Peran Jalan Tol dalam Konektivitas Nasional di Tengah Ketidakpastian Ekonomi
PT Jasa Marga (Persero) Tbk. (JSMR) mengakui bahwa menjalankan bisnis jalan tol sebagai tulang punggung konektivitas nasional adalah tantangan yang kompleks, terutama dalam menghadapi situasi ekonomi yang tidak menentu. Direktur Utama Jasa Marga, Rivan A. Purwantono, menyampaikan bahwa pengelolaan usaha jalan tol memerlukan strategi yang adaptif dan responsif terhadap perubahan situasi ekonomi baik global maupun domestik.
“Bisnis jalan tol adalah bisnis jangka panjang. Dengan ketidakpastian ekonomi saat ini, kami dituntut untuk bukan hanya menjaga stabilitas operasional, tetapi juga mampu menyiapkan strategi yang antisipatif, sehingga jalan tol tetap menjadi tulang punggung konektivitas nasional,” ujarnya dalam keterangannya.
Peningkatan Kapabilitas Sumber Daya Manusia
Rivan menekankan bahwa peningkatan kapabilitas sumber daya manusia merupakan fondasi penting untuk mendukung keberlanjutan industri jalan tol di Indonesia. Hal ini disampaikan dalam acara Insight Talk 2025 dengan tema “Menguatkan Pilar Ekonomi Lewat Infrastruktur: Membangun Bisnis Jalan Tol Tangguh di Masa Volatilitas Perekonomian” yang diselenggarakan oleh Himpunan Pengembangan Jalan Indonesia (HPJI) dan JSMR.
Ketua Umum HPJI, Hedy Rahadian, menjelaskan bahwa penguatan bisnis jalan tol tidak hanya dapat diukur dari sisi investasi, tetapi juga harus didukung dengan peningkatan kapasitas sumber daya manusia yang mampu mengelola infrastruktur secara efisien dan berkelanjutan.

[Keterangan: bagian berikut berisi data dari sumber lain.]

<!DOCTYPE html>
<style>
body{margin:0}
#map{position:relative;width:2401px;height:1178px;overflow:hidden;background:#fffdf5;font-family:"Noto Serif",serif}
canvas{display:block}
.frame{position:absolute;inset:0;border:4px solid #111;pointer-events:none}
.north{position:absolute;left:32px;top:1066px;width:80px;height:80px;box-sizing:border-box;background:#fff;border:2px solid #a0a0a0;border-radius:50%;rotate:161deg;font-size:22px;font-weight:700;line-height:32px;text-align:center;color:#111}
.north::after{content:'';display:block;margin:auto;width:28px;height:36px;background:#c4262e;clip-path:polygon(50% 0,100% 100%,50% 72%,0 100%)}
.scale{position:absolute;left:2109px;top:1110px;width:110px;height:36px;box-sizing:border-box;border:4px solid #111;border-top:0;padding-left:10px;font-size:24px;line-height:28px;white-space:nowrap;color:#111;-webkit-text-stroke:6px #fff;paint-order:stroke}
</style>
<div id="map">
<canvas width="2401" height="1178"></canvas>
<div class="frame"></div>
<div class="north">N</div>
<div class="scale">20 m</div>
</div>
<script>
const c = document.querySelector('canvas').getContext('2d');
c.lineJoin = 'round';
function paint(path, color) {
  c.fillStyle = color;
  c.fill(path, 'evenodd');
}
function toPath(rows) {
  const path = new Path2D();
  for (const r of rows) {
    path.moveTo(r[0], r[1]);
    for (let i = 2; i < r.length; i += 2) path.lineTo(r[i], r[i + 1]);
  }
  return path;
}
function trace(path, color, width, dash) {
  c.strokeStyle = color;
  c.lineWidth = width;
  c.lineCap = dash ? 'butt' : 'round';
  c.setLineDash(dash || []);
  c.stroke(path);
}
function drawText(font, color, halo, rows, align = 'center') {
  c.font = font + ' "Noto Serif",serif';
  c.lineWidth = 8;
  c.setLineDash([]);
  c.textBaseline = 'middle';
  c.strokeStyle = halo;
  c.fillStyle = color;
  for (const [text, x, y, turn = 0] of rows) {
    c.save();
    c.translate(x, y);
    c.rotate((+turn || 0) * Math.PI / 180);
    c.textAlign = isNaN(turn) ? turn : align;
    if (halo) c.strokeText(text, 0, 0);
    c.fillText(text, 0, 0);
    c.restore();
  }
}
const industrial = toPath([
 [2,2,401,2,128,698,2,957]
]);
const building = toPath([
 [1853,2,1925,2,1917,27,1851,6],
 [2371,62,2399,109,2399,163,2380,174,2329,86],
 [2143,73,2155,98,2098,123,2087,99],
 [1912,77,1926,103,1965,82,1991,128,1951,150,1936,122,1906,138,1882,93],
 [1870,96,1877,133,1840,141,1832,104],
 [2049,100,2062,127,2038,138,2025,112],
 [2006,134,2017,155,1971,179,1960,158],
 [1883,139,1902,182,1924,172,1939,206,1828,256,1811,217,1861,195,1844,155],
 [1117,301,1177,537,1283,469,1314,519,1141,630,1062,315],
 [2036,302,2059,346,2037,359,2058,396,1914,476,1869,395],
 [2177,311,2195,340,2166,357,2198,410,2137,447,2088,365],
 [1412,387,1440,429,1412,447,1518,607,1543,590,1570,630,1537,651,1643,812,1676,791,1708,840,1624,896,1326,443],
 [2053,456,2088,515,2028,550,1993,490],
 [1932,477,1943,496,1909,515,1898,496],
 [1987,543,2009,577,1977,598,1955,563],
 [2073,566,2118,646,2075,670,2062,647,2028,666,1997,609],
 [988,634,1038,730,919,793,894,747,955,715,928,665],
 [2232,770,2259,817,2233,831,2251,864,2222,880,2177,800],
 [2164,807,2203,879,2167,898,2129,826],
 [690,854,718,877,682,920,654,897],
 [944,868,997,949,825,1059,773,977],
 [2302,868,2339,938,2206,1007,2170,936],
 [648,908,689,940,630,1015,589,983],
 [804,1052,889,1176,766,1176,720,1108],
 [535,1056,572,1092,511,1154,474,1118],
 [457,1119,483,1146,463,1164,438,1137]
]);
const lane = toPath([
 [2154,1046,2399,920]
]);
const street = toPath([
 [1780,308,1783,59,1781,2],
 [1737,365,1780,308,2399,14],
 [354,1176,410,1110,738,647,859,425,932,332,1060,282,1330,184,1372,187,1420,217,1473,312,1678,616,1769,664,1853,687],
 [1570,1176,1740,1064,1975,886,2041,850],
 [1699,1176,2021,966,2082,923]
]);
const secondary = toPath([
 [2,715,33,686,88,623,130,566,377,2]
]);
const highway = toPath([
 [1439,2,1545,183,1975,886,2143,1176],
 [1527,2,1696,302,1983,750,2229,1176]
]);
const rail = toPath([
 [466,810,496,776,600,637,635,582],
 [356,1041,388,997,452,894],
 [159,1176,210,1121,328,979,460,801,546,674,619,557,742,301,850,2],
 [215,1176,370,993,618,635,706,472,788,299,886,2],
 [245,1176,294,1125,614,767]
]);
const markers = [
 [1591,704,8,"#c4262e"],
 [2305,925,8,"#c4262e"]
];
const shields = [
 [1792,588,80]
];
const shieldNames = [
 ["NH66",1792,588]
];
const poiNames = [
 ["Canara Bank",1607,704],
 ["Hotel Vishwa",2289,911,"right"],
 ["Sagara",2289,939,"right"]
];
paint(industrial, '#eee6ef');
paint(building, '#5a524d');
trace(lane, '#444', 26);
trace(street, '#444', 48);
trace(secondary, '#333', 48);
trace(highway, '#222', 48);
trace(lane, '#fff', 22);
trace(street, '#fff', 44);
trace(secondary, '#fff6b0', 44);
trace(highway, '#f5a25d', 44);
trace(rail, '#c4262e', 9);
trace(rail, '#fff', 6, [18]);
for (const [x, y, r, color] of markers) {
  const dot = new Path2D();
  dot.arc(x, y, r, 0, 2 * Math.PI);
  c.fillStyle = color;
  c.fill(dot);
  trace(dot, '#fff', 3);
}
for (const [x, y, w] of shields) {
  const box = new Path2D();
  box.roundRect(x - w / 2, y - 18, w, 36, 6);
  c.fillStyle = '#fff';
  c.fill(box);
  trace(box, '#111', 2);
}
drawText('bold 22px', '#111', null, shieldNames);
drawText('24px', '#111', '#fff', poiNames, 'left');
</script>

“Kami memandang pentingnya peran SDM yang andal untuk memastikan keberlangsungan investasi jalan tol. Tanpa SDM yang adaptif dan kompeten, sulit bagi kita untuk menghadapi gejolak ekonomi sekaligus menjaga keberlanjutan pembangunan infrastruktur,” tambahnya.
Kolaborasi untuk Keberlanjutan Bisnis Jalan Tol
Dalam sesi panel tersebut, para peserta mendapatkan wawasan yang komprehensif tentang berbagai aspek bisnis jalan tol. Harapan besar diarahkan agar pemahaman tersebut dapat mendorong kolaborasi antara para pemangku kepentingan guna mencapai keberlanjutan bisnis jalan tol.
Selain itu, Dirjen Pembiayaan Infrastruktur Pekerjaan Umum, Rachman Arief Dienaputra, memaparkan kebijakan dan skema pembiayaan jalan tol di Indonesia dengan menekankan perlunya instrumen pendanaan jangka panjang yang dapat memperkuat kelayakan investasi.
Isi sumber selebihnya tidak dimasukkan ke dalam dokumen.